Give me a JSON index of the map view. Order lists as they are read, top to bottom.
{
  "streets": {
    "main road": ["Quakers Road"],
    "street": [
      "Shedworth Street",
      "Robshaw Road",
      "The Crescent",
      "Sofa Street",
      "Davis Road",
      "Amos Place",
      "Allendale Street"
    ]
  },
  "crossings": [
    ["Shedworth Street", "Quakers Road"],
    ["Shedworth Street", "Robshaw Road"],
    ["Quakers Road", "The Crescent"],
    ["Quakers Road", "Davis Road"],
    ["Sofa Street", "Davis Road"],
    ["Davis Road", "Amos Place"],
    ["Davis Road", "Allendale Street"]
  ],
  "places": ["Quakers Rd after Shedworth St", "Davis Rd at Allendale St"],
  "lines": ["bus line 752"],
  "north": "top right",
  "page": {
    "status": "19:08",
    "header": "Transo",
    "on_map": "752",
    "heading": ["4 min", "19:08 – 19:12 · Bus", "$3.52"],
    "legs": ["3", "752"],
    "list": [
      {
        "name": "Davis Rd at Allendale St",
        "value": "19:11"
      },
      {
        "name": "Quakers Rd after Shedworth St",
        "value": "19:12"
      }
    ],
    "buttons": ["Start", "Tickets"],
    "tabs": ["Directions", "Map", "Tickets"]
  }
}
· · · · · · ·
**What the task requires:** Where the word "Shedworth" shows up in a line of the records above, count that line; then give the count by itself.

**Response below:** 5